From Paleolithic to Present, Art Unlocks the Divine


The theory that people have different learning styles is widely accepted today. The Church has developed ways of worship that appeal to all these styles: musical intelligence is served by songs we sing; interpersonal Christians thrive on community; logical-mathematical types enjoy the cycles of the Order of the Mass and the Liturgical year; and, of course, the visual-spatial intelligence is served by our rich tradition of fine art.

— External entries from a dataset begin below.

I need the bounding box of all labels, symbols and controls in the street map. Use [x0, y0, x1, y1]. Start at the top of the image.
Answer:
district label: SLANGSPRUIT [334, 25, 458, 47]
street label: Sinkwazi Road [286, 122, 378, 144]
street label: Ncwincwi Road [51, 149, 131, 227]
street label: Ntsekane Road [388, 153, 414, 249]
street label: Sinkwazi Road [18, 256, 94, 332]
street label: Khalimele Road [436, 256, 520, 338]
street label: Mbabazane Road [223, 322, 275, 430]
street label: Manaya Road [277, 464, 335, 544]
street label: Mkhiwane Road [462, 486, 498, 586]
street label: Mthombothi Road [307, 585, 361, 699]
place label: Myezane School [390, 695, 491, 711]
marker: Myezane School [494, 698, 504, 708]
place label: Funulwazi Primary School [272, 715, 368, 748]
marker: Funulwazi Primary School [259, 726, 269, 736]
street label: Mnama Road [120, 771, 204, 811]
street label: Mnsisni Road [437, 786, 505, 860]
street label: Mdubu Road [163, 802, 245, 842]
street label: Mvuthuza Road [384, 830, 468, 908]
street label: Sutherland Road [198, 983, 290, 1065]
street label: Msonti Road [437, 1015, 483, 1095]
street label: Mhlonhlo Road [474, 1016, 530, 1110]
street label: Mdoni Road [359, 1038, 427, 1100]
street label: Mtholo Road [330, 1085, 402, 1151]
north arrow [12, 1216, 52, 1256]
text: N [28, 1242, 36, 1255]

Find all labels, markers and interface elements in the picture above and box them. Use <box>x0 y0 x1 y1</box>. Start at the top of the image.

We all look for God in our lives, and in our personal journeys we find him differently. Some find him in a brilliant piece of computer programming; others in the faces of children, in nature, in silence. We search for the infinite through our own narrow windows, witnessing our own unique view of creation. Visual art is a chance to look through someone else’s unique window and to experience creation, briefly, as someone else.

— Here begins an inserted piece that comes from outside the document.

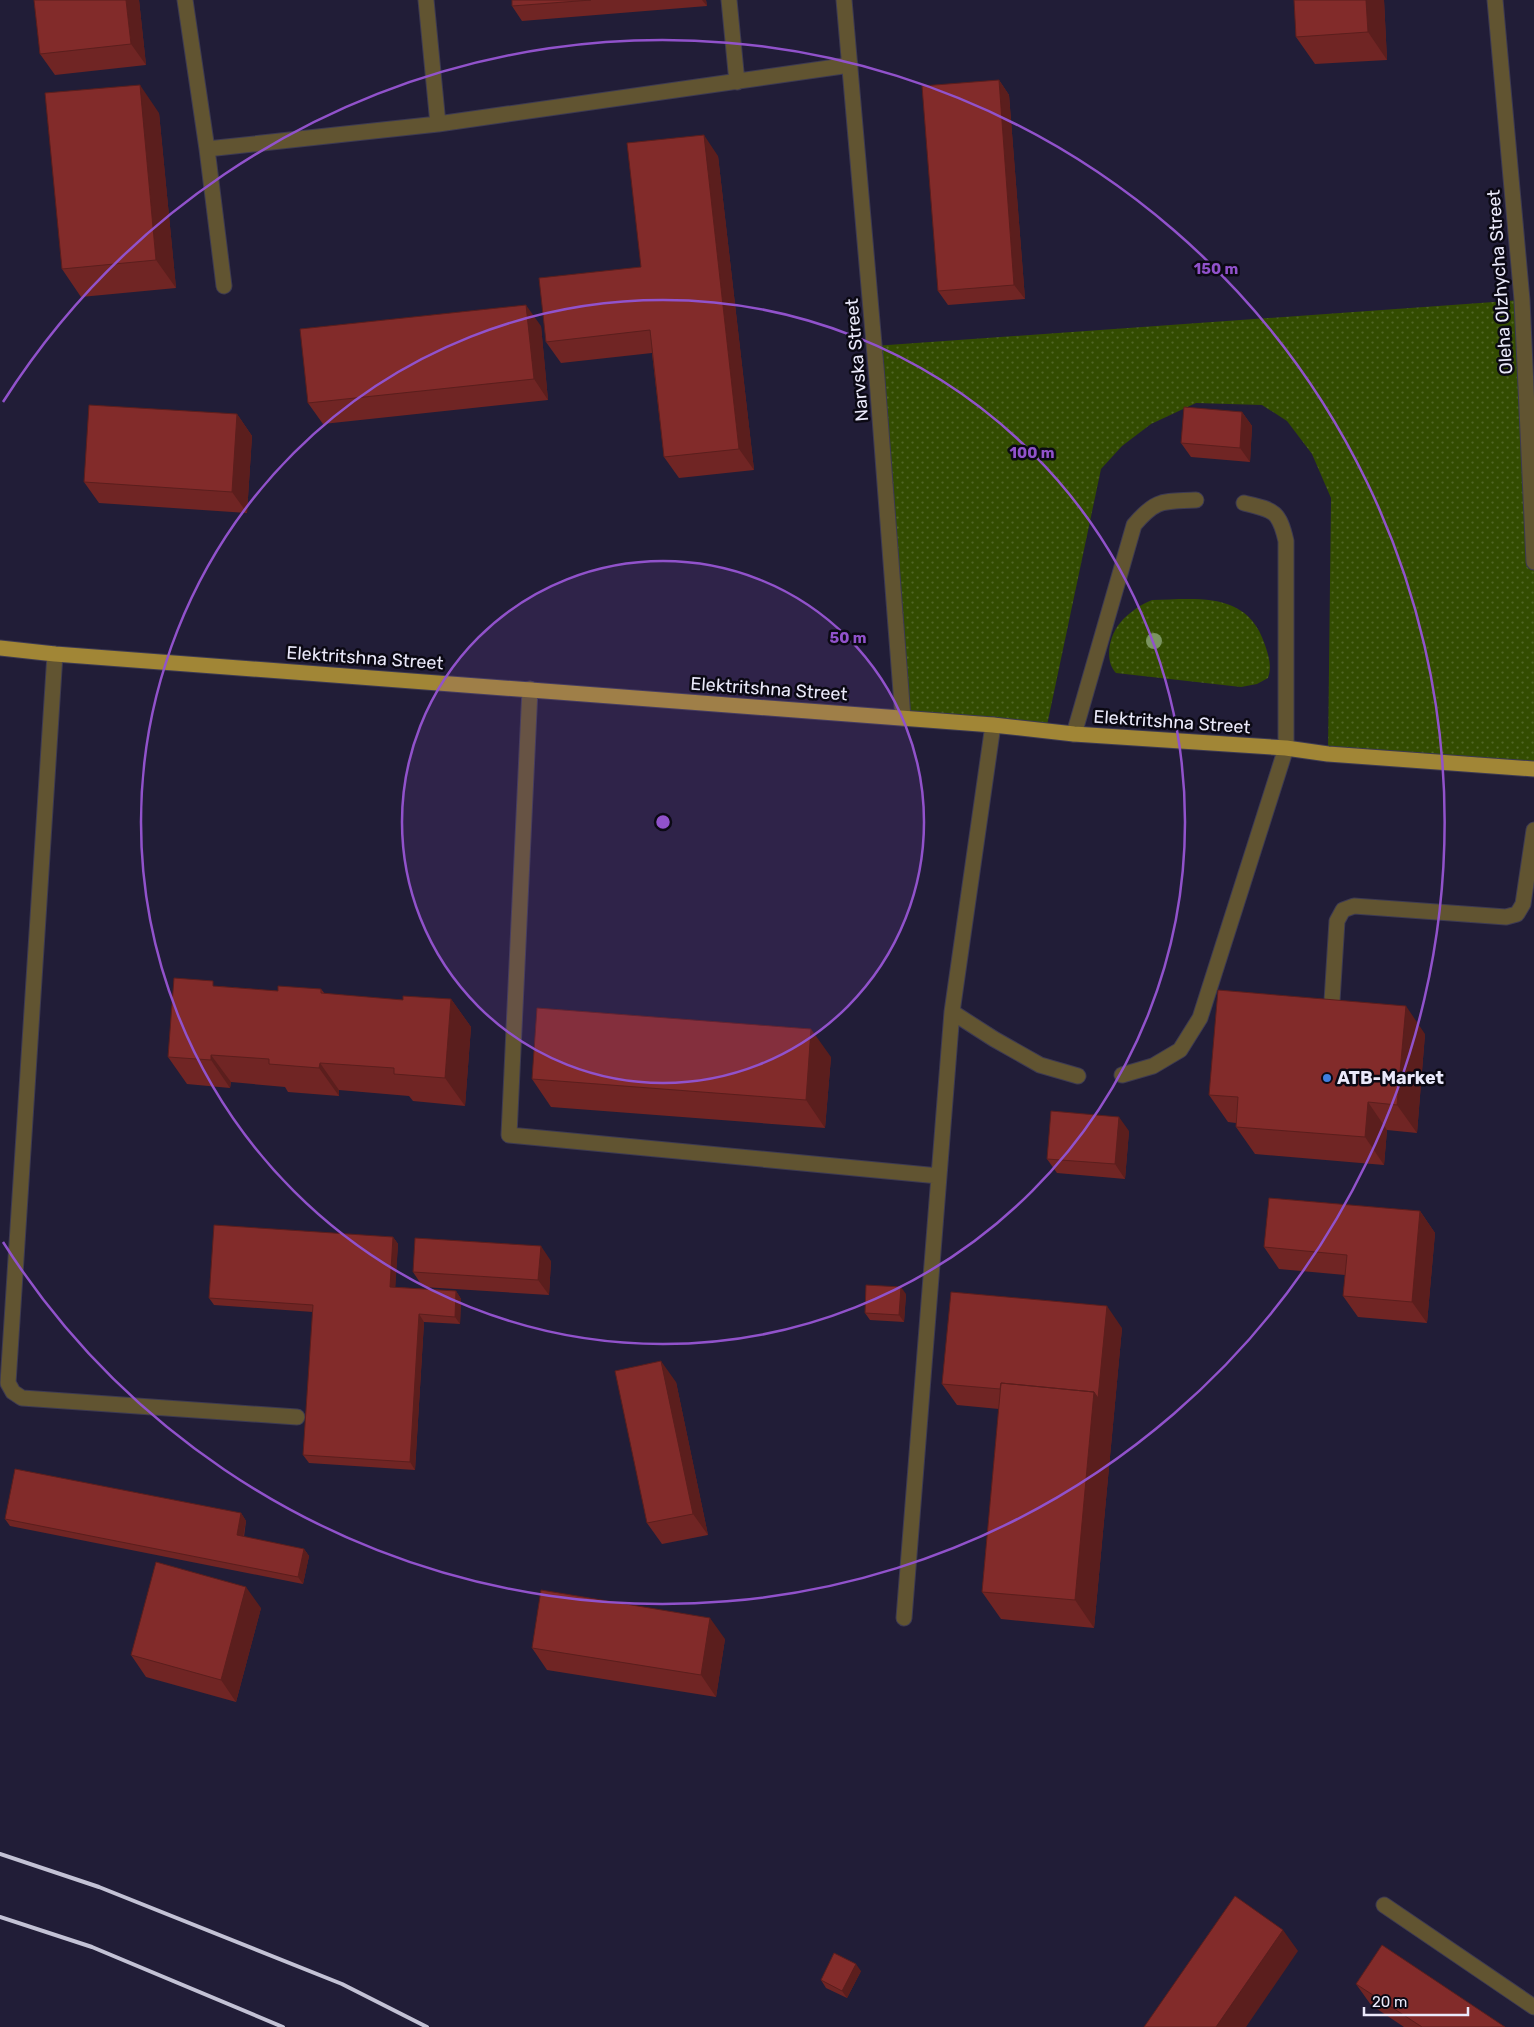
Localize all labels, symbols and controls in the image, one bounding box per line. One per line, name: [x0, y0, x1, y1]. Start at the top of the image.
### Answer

Indeed, making art is itself a sort of prayer. Sometimes saying thank you to God feels inadequate, so we reach out and grab the physical world—mud, plants, horsehair—and try to form it into a vision of transcendence. The desire to make art is a manifestation of our longing for God.

In August of 2011, Pope Benedict, addressing an audience at Castel Gandalfo, said

“A work of art is a product of the creative capacity of the human being who in questioning visible reality, seeks to discover its deep meaning and to communicate it through the language of forms, colour, and sound. Art is able to manifest and make visible the human need to surpass the visible, it expresses the thirst and the quest for the infinite.”

In her comprehensive book The Case for God, Karen Armstrong starts not with the early Church or even with the pre-Christian gods of the Egyptians and the Greeks. Instead, she begins with art that is five times older than even the pyramids: the cave paintings of Lascaux.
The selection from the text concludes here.